The appellants first attack the respondent's petition in this case because the proceedings in the District Court of Kansas "were not set forth and pleaded in plaintiff's petition herein, as required by Section 1 of Article 4 of the Constitution of the United States and the Act of Congress of May 26, 1790, known as the "Full Faith and Credit Act." The petition in the case at bar pleaded the judgment of the District Court of Kansas, but did not plead the petition, the answer and the reply in that case. If we understand the appellants correctly they contend that the respondent should have pleaded the petition, answer and reply and his failure to do so, makes this petition fatally defective.

In the case of Lewis v. Stickney Cigar Co., 209 S.W. 134, the Saint Louis Court of Appeals said:

"We have set out the only objection made by defendant to the introduction of the judgment as so certified. While it was held in Crone v. Dawson, 19 Mo.App. 214, as also in some other cases following that decision, that the whole record is required to be certified, later cases hold that this is unnecessary. As see Howard v. Strode, 242 Mo. 410, 148 S.W. 792, Ann. Cas. 1913C, 1057, and also Western Assurance Co. v. Walden, 238 Mo. 49, l. c. 61, 141 S.W. 595, which hold that transcript of the judgment, properly certified, is all that is necessary to make out a prima facie case."

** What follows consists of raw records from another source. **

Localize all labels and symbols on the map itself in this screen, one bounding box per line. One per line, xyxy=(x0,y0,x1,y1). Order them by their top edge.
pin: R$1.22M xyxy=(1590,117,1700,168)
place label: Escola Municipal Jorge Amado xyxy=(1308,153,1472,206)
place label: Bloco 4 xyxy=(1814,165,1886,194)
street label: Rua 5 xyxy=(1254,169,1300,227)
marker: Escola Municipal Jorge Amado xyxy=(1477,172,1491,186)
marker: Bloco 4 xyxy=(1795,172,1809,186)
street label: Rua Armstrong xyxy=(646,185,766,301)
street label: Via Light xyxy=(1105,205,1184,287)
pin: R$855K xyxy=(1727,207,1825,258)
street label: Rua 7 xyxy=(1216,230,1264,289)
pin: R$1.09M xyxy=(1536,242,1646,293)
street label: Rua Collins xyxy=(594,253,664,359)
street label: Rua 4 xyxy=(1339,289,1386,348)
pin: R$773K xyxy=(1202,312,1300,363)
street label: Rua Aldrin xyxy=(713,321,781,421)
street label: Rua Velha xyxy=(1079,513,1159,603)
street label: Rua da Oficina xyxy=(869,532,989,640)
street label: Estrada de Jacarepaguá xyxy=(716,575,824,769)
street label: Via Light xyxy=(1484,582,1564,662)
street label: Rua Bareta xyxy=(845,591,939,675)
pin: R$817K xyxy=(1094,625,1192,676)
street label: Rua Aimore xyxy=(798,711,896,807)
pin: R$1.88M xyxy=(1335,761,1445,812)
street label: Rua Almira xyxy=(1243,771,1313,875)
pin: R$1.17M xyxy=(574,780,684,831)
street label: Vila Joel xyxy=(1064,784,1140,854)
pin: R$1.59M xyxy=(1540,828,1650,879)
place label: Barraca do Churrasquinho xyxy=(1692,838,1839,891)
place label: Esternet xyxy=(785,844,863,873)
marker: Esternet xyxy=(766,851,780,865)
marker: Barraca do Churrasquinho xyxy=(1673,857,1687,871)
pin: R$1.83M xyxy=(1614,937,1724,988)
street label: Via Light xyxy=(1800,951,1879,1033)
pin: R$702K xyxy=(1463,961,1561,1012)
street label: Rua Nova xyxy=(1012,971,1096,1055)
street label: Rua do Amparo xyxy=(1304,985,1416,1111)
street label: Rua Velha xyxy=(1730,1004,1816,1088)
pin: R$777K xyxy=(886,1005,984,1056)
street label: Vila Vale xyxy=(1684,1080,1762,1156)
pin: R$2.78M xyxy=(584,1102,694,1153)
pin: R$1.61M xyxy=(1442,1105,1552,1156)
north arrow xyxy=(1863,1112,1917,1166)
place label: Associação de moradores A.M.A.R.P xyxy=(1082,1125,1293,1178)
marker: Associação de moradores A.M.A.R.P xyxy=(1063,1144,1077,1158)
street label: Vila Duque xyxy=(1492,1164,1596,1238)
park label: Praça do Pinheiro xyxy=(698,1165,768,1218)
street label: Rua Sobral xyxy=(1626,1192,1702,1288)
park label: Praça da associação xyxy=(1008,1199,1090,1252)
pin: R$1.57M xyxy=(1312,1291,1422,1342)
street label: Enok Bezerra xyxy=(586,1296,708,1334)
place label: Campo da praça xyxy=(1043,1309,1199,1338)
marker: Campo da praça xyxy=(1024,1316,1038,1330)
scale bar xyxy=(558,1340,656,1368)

In the case of Howard v. Strode, 242 Mo. 210, l. c. 226, 146 S.W. 792, we said:

"Concerning the objections that the decree fails to show due service, and is also incomplete, absent the entire record, the decree states in effect that legal service was had by publication. This makes a prima facie case of due and legal service. It must be presumed that the court proceeded in due course, and by right, upon a sufficient record. In the recent case of Lieber v. Lieber, 239 Mo. 1, we approve this from 13 Am. & Eng. Ency. Law (2 Ed.), p. 995: 'Where reliance is placed on a foreign judgment rendered by a court of record and of general jurisdiction the presumption is that such court had authority to render the judgment in question, and that the necessary jurisdiction was acquired properly.'"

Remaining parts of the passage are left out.